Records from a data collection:
────────
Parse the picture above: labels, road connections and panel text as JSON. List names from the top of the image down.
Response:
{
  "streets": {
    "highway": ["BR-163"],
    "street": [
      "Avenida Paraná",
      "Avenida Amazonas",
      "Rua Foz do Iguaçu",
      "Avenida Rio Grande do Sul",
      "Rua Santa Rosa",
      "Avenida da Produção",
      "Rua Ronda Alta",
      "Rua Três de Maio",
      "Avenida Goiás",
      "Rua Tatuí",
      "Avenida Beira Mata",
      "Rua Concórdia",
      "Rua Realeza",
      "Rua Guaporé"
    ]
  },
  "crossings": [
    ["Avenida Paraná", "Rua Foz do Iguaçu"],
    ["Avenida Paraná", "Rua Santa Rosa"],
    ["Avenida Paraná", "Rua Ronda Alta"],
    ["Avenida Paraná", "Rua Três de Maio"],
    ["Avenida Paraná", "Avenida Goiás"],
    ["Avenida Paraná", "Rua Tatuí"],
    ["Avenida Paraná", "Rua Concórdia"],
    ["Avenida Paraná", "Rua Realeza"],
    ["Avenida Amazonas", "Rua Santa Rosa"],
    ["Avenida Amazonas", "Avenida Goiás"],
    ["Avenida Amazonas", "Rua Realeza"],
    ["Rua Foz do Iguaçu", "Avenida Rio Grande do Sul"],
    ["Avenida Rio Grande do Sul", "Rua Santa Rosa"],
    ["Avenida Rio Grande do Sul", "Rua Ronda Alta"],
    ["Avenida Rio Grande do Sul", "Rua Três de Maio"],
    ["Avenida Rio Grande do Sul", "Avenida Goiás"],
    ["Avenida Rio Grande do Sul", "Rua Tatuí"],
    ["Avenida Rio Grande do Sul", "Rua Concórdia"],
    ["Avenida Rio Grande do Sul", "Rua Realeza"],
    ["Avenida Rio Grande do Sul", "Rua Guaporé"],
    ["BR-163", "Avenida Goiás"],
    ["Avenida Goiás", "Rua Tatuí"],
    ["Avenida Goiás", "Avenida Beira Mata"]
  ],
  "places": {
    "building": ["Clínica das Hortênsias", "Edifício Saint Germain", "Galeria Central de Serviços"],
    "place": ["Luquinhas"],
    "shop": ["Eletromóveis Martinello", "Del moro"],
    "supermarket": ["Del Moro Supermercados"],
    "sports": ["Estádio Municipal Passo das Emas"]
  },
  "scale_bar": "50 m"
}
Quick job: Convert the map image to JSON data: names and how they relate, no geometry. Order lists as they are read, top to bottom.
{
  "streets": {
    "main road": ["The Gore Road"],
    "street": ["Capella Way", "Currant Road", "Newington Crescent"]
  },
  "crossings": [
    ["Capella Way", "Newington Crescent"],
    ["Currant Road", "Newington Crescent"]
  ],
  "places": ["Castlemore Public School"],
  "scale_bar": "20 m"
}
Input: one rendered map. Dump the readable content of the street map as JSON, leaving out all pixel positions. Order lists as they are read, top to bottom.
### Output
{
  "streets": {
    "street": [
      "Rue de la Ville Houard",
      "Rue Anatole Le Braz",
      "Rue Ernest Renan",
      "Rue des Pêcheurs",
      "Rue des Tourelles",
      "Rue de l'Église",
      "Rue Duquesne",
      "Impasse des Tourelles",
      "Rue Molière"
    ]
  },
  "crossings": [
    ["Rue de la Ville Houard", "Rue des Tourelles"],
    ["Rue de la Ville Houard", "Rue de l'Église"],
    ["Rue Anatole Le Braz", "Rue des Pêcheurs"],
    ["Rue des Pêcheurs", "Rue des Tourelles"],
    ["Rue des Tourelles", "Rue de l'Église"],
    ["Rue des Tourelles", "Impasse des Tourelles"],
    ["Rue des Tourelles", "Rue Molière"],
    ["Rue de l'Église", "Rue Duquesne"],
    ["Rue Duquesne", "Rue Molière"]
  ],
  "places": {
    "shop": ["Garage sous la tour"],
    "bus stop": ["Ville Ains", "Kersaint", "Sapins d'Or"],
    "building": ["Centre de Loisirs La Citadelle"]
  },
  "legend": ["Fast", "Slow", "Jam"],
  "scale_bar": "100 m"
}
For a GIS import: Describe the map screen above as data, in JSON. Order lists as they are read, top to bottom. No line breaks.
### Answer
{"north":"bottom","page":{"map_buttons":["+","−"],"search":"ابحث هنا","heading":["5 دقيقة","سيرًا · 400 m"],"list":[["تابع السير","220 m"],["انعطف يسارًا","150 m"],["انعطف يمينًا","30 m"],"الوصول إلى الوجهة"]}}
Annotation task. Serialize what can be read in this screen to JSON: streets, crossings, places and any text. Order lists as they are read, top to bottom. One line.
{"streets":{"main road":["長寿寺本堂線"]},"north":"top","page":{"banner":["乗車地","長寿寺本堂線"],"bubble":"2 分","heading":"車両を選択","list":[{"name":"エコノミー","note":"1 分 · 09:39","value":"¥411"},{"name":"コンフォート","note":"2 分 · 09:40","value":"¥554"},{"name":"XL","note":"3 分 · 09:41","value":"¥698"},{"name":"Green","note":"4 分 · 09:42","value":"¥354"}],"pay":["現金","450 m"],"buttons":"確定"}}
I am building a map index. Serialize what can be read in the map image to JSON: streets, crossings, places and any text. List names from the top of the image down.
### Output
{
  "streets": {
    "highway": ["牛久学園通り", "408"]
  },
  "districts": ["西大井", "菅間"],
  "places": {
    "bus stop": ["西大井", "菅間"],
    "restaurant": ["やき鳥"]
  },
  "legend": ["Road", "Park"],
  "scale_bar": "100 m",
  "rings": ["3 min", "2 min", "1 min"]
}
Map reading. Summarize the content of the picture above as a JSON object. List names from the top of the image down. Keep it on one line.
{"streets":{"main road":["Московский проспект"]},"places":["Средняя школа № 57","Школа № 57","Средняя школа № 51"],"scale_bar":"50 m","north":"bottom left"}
────────
#### [WHAT YOU NEED TO DO]
All records above must be set down exactly, please.

#### [SOLUTION TO THIS EXERCISE]
Parse the picture above: labels, road connections and panel text as JSON. List names from the top of the image down.
Response:
{
  "streets": {
    "highway": ["BR-163"],
    "street": [
      "Avenida Paraná",
      "Avenida Amazonas",
      "Rua Foz do Iguaçu",
      "Avenida Rio Grande do Sul",
      "Rua Santa Rosa",
      "Avenida da Produção",
      "Rua Ronda Alta",
      "Rua Três de Maio",
      "Avenida Goiás",
      "Rua Tatuí",
      "Avenida Beira Mata",
      "Rua Concórdia",
      "Rua Realeza",
      "Rua Guaporé"
    ]
  },
  "crossings": [
    ["Avenida Paraná", "Rua Foz do Iguaçu"],
    ["Avenida Paraná", "Rua Santa Rosa"],
    ["Avenida Paraná", "Rua Ronda Alta"],
    ["Avenida Paraná", "Rua Três de Maio"],
    ["Avenida Paraná", "Avenida Goiás"],
    ["Avenida Paraná", "Rua Tatuí"],
    ["Avenida Paraná", "Rua Concórdia"],
    ["Avenida Paraná", "Rua Realeza"],
    ["Avenida Amazonas", "Rua Santa Rosa"],
    ["Avenida Amazonas", "Avenida Goiás"],
    ["Avenida Amazonas", "Rua Realeza"],
    ["Rua Foz do Iguaçu", "Avenida Rio Grande do Sul"],
    ["Avenida Rio Grande do Sul", "Rua Santa Rosa"],
    ["Avenida Rio Grande do Sul", "Rua Ronda Alta"],
    ["Avenida Rio Grande do Sul", "Rua Três de Maio"],
    ["Avenida Rio Grande do Sul", "Avenida Goiás"],
    ["Avenida Rio Grande do Sul", "Rua Tatuí"],
    ["Avenida Rio Grande do Sul", "Rua Concórdia"],
    ["Avenida Rio Grande do Sul", "Rua Realeza"],
    ["Avenida Rio Grande do Sul", "Rua Guaporé"],
    ["BR-163", "Avenida Goiás"],
    ["Avenida Goiás", "Rua Tatuí"],
    ["Avenida Goiás", "Avenida Beira Mata"]
  ],
  "places": {
    "building": ["Clínica das Hortênsias", "Edifício Saint Germain", "Galeria Central de Serviços"],
    "place": ["Luquinhas"],
    "shop": ["Eletromóveis Martinello", "Del moro"],
    "supermarket": ["Del Moro Supermercados"],
    "sports": ["Estádio Municipal Passo das Emas"]
  },
  "scale_bar": "50 m"
}
Quick job: Convert the map image to JSON data: names and how they relate, no geometry. Order lists as they are read, top to bottom.
{
  "streets": {
    "main road": ["The Gore Road"],
    "street": ["Capella Way", "Currant Road", "Newington Crescent"]
  },
  "crossings": [
    ["Capella Way", "Newington Crescent"],
    ["Currant Road", "Newington Crescent"]
  ],
  "places": ["Castlemore Public School"],
  "scale_bar": "20 m"
}
Input: one rendered map. Dump the readable content of the street map as JSON, leaving out all pixel positions. Order lists as they are read, top to bottom.
### Output
{
  "streets": {
    "street": [
      "Rue de la Ville Houard",
      "Rue Anatole Le Braz",
      "Rue Ernest Renan",
      "Rue des Pêcheurs",
      "Rue des Tourelles",
      "Rue de l'Église",
      "Rue Duquesne",
      "Impasse des Tourelles",
      "Rue Molière"
    ]
  },
  "crossings": [
    ["Rue de la Ville Houard", "Rue des Tourelles"],
    ["Rue de la Ville Houard", "Rue de l'Église"],
    ["Rue Anatole Le Braz", "Rue des Pêcheurs"],
    ["Rue des Pêcheurs", "Rue des Tourelles"],
    ["Rue des Tourelles", "Rue de l'Église"],
    ["Rue des Tourelles", "Impasse des Tourelles"],
    ["Rue des Tourelles", "Rue Molière"],
    ["Rue de l'Église", "Rue Duquesne"],
    ["Rue Duquesne", "Rue Molière"]
  ],
  "places": {
    "shop": ["Garage sous la tour"],
    "bus stop": ["Ville Ains", "Kersaint", "Sapins d'Or"],
    "building": ["Centre de Loisirs La Citadelle"]
  },
  "legend": ["Fast", "Slow", "Jam"],
  "scale_bar": "100 m"
}
For a GIS import: Describe the map screen above as data, in JSON. Order lists as they are read, top to bottom. No line breaks.
### Answer
{"north":"bottom","page":{"map_buttons":["+","−"],"search":"ابحث هنا","heading":["5 دقيقة","سيرًا · 400 m"],"list":[["تابع السير","220 m"],["انعطف يسارًا","150 m"],["انعطف يمينًا","30 m"],"الوصول إلى الوجهة"]}}
Annotation task. Serialize what can be read in this screen to JSON: streets, crossings, places and any text. Order lists as they are read, top to bottom. One line.
{"streets":{"main road":["長寿寺本堂線"]},"north":"top","page":{"banner":["乗車地","長寿寺本堂線"],"bubble":"2 分","heading":"車両を選択","list":[{"name":"エコノミー","note":"1 分 · 09:39","value":"¥411"},{"name":"コンフォート","note":"2 分 · 09:40","value":"¥554"},{"name":"XL","note":"3 分 · 09:41","value":"¥698"},{"name":"Green","note":"4 分 · 09:42","value":"¥354"}],"pay":["現金","450 m"],"buttons":"確定"}}
I am building a map index. Serialize what can be read in the map image to JSON: streets, crossings, places and any text. List names from the top of the image down.
### Output
{
  "streets": {
    "highway": ["牛久学園通り", "408"]
  },
  "districts": ["西大井", "菅間"],
  "places": {
    "bus stop": ["西大井", "菅間"],
    "restaurant": ["やき鳥"]
  },
  "legend": ["Road", "Park"],
  "scale_bar": "100 m",
  "rings": ["3 min", "2 min", "1 min"]
}
Map reading. Summarize the content of the picture above as a JSON object. List names from the top of the image down. Keep it on one line.
{"streets":{"main road":["Московский проспект"]},"places":["Средняя школа № 57","Школа № 57","Средняя школа № 51"],"scale_bar":"50 m","north":"bottom left"}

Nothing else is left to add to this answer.